Earlier this year, MoneyFellows launched a card product that allows users to receive payments, repay installments and spend across the merchant network.
The 8-year-old Fintech also plans to introduce investment, pay, insurance and remittance products, making money fellows compete with other Egyptian digital banks, including Lucky, Kazuna and Teruda.
The next test is to replicate success beyond Egypt, the ambition Wadi first spoke up in 2022. He acknowledges that the expansion took longer than expected due to the complexity of the model.
Digitalizing Roscas is not as easy as launching savings and loan products. According to him, the process will build a recommendation engine to match users to the right slots, balance thousands of circles, minimizing the risk of defaults and dropouts while maintaining user trust.
“The cracks in the model took longer than I thought,” Wadi said. “But it was worth the time. Most attempts by banks and carriers to expand digitally around the world have failed because they underestimated how complex the underlying actions are.”
After refined the model in one of Africa’s largest fintech markets, partnering with over 350 local and regional entities and fostering more than $50 million in investments, MoneyFellows plans to secure key partnerships and regulatory approvals in Morocco by the end of the year.
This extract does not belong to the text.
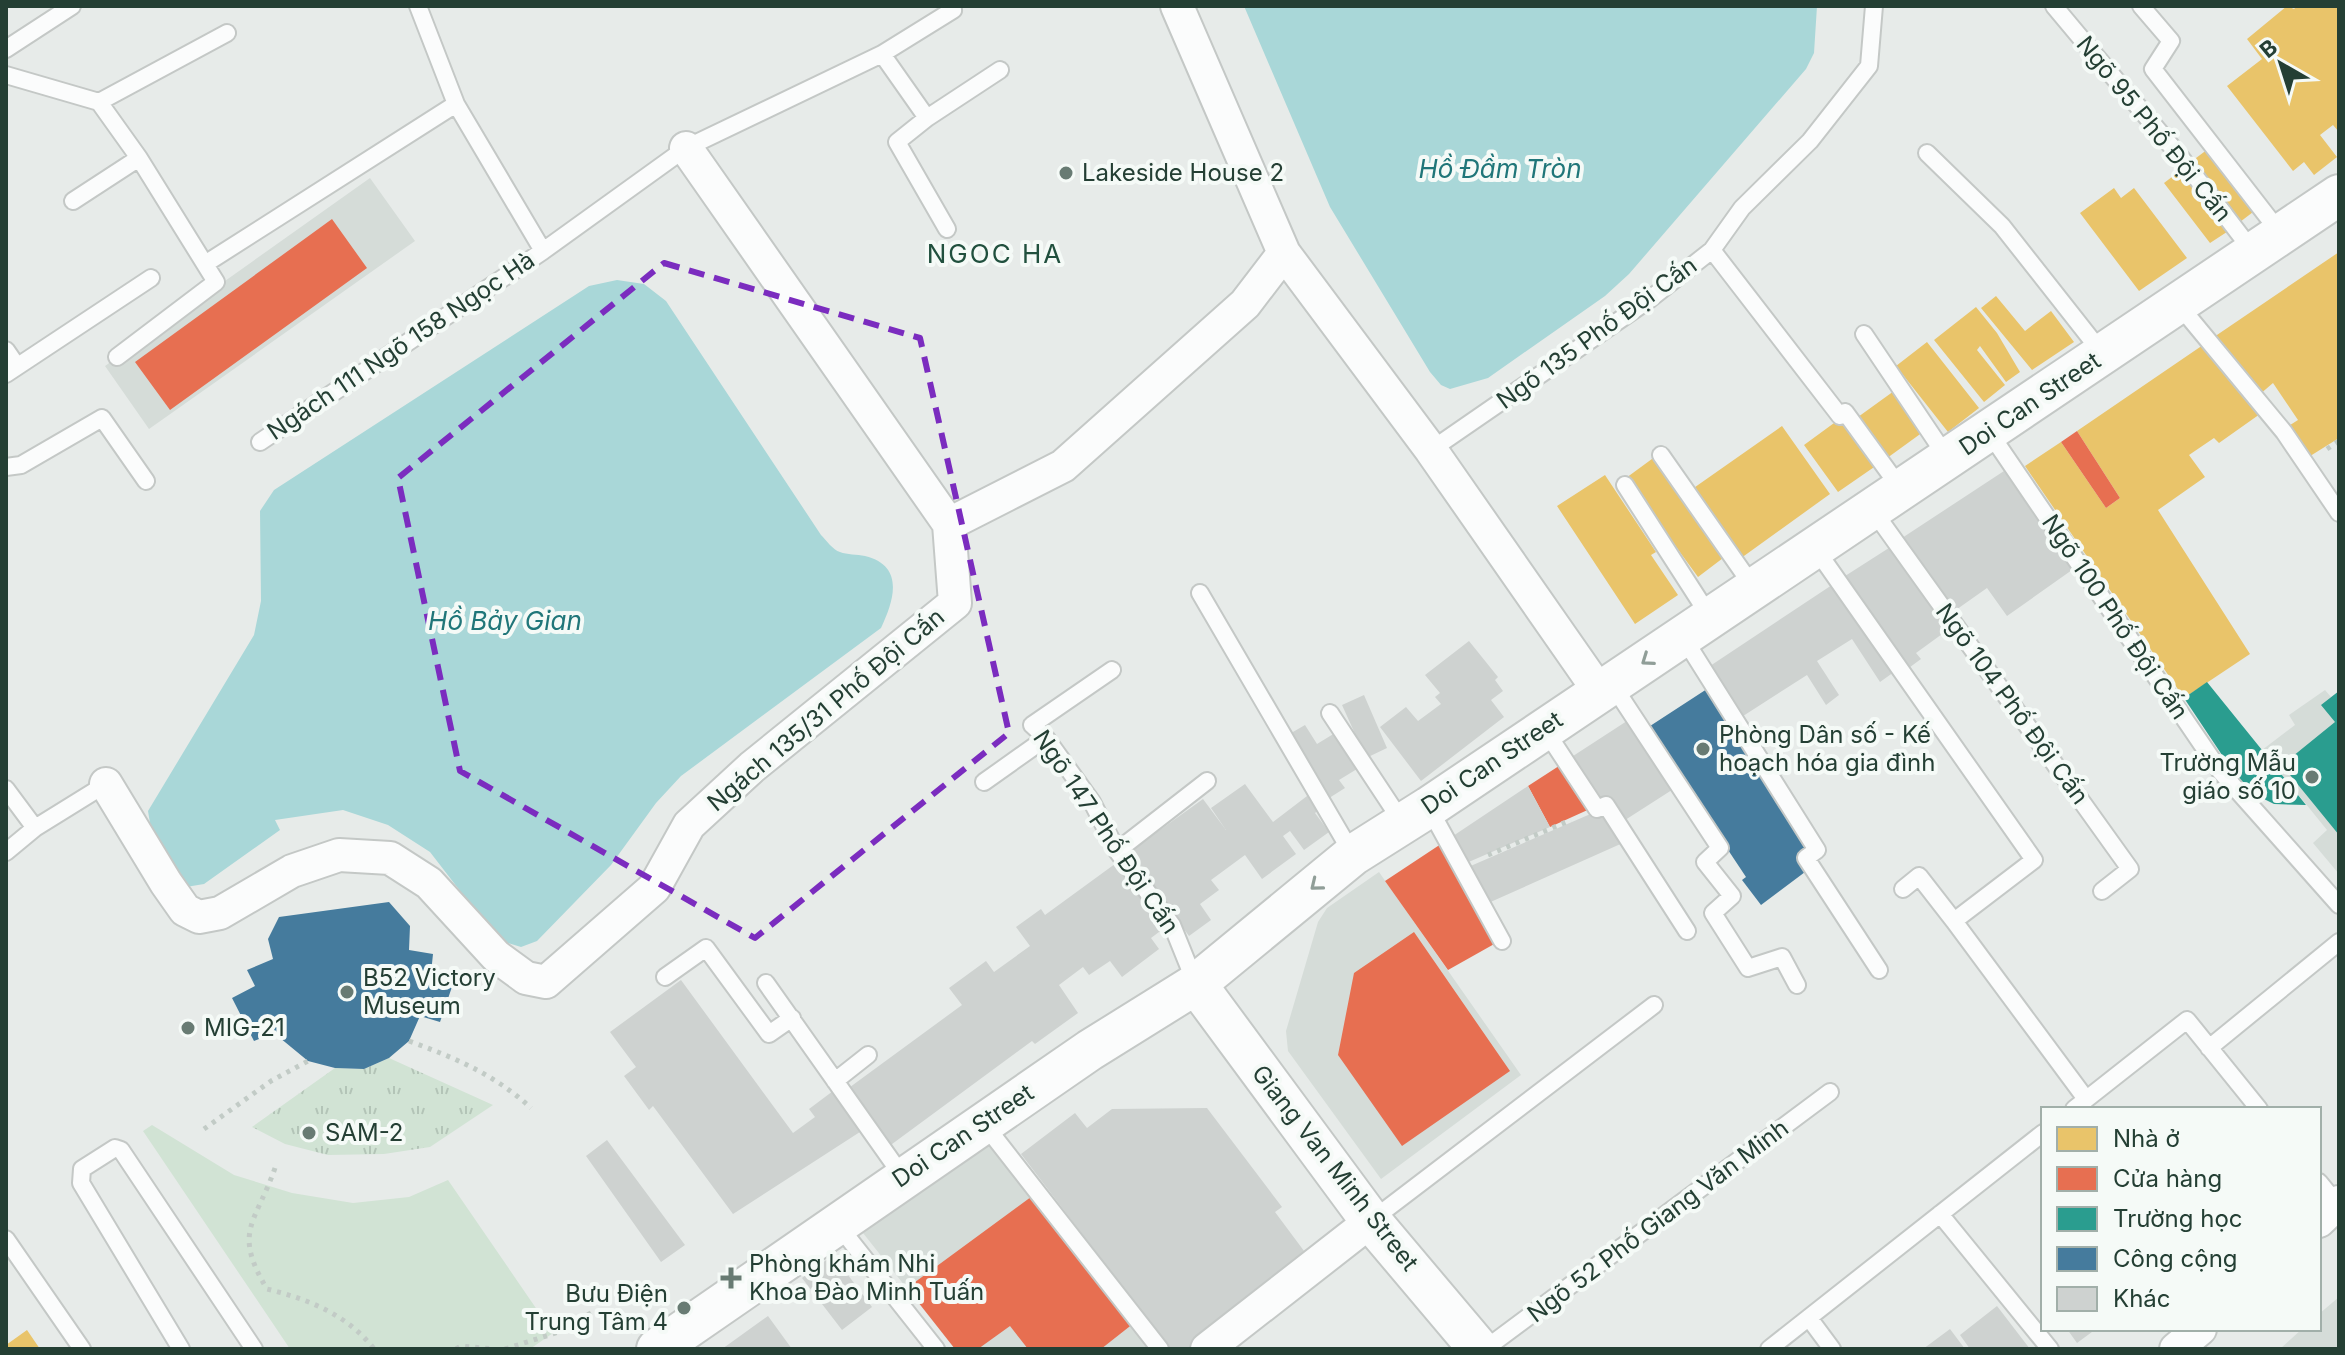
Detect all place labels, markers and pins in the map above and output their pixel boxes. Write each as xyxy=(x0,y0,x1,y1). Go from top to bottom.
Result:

Morocco offers the familiar ground. It’s a large bank population, a strong informal savings culture (known locally as Dallett), and a regulatory-friendly environment. MoneyFellows is also betting that events like the 2030 FIFA World Cup will accelerate digital adoption in the country.
The company is also focusing on other African and South Asian markets with similar dynamics. However, entering more diverse markets will test the adaptability of the model in regions where informal finance is less culturally relevant or formal banking is more entrenched.
“Rosca (Rotating Savings and Credit Association) is a very old financial arrangement, with its roots going back hundreds, if not thousands of years,” says Omar Laalej, managing director of Al Mada Ventures. “AMV was impressed by the modernized version of this business that positively impacted and positively influenced thousands of families in Egypt.”